> **WORK TASK**: What is the number of lines in the entries that contain the word "Richter"? Reply with that number only.

━━━━━ RECORDS FOR THIS TASK

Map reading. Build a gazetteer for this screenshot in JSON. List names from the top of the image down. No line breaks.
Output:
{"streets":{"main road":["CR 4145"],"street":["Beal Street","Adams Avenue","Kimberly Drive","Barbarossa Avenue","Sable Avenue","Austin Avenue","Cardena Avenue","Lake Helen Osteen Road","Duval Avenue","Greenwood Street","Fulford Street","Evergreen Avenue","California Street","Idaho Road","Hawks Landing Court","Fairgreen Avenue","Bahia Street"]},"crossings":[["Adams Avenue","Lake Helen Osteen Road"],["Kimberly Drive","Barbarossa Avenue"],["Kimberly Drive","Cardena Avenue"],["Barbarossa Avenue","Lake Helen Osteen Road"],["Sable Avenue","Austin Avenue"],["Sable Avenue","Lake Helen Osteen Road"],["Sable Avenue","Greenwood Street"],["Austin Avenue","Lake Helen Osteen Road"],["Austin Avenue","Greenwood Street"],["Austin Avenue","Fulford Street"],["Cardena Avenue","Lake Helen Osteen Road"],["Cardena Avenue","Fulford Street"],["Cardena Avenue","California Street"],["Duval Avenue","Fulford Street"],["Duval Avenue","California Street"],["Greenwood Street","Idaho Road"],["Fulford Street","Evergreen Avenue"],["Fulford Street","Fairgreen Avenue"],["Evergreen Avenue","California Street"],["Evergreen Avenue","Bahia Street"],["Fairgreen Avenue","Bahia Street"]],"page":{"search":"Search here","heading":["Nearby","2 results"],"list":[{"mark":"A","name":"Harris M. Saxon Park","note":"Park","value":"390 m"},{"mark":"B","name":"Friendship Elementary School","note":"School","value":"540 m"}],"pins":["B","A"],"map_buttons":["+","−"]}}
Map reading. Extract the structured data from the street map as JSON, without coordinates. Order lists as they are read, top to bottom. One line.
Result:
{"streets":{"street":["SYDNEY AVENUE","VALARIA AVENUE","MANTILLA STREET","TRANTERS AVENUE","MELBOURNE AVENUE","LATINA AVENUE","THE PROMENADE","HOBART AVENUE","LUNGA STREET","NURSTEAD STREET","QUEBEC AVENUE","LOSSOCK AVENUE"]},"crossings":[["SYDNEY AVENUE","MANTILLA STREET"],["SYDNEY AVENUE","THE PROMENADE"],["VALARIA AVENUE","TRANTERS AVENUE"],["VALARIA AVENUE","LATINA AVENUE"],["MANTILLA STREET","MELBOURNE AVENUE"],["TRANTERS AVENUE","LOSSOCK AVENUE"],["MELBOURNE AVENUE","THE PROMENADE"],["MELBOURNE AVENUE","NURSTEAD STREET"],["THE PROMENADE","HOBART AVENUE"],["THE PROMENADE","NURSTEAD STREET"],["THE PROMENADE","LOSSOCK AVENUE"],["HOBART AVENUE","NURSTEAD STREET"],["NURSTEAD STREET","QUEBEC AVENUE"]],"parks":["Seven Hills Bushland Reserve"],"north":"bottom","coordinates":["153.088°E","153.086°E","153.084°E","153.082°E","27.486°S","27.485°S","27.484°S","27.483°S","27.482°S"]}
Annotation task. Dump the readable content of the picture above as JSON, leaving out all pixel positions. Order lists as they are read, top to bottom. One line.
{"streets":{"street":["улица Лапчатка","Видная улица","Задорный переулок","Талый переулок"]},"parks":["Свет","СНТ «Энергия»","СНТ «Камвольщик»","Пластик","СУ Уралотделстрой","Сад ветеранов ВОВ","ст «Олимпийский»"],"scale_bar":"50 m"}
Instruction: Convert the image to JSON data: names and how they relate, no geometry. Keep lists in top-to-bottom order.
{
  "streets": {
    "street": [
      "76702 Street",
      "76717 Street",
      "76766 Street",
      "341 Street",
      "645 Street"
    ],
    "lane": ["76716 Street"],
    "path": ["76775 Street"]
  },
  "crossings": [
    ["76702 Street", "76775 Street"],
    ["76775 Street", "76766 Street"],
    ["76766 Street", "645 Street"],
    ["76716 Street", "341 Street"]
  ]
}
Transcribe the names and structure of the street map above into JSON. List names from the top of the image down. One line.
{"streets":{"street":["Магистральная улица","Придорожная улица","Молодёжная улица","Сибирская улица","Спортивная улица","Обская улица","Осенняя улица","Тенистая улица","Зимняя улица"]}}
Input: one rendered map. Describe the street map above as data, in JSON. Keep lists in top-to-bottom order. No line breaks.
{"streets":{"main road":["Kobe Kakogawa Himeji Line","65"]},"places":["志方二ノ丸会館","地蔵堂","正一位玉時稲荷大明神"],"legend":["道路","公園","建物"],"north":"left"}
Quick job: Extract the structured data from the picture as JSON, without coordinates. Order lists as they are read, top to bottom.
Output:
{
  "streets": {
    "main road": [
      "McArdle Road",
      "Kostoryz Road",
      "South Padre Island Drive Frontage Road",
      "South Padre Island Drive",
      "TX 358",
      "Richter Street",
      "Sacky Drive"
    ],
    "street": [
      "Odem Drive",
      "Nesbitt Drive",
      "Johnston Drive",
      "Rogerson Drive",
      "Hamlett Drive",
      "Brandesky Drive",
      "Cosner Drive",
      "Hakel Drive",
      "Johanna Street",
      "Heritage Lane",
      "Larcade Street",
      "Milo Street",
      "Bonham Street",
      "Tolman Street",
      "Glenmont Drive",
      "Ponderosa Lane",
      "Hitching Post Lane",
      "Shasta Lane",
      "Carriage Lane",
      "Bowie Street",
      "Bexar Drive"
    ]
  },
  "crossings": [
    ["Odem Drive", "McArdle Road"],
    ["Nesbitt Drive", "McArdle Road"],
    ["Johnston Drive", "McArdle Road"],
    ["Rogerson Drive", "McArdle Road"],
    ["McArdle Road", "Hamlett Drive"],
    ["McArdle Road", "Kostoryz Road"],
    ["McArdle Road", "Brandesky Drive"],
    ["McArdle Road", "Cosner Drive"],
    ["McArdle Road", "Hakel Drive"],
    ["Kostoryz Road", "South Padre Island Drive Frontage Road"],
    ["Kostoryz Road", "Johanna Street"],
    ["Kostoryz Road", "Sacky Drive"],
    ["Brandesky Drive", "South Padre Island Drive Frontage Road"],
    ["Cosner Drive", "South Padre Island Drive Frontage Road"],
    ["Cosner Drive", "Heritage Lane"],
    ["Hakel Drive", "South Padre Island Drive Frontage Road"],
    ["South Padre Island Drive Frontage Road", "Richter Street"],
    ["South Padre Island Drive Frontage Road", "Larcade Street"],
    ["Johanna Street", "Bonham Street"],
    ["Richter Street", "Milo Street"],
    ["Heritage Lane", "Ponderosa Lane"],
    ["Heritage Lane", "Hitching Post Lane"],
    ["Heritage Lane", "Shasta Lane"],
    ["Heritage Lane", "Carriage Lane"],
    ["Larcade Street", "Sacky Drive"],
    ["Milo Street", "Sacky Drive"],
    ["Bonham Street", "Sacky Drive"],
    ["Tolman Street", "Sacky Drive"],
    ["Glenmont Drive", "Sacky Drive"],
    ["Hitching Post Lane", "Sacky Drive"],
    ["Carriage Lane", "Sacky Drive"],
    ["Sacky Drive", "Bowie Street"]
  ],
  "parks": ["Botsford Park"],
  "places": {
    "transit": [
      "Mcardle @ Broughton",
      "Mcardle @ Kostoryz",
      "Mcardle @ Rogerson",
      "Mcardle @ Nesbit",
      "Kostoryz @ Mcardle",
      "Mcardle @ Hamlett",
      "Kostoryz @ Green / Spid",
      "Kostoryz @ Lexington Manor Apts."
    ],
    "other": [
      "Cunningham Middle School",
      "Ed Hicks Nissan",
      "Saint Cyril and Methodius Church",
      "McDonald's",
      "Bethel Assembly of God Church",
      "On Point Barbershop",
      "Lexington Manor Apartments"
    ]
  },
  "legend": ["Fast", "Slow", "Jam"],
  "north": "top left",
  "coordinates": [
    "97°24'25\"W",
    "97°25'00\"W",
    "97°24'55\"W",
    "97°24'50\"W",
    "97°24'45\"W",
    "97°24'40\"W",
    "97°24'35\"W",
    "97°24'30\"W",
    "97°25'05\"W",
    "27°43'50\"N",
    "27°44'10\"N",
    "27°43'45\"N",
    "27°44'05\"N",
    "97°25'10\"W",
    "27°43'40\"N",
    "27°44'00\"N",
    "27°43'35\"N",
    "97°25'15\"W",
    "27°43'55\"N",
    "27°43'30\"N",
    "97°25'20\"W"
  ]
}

━━━━━━━━━━

> **TASK RESPONSE**: 3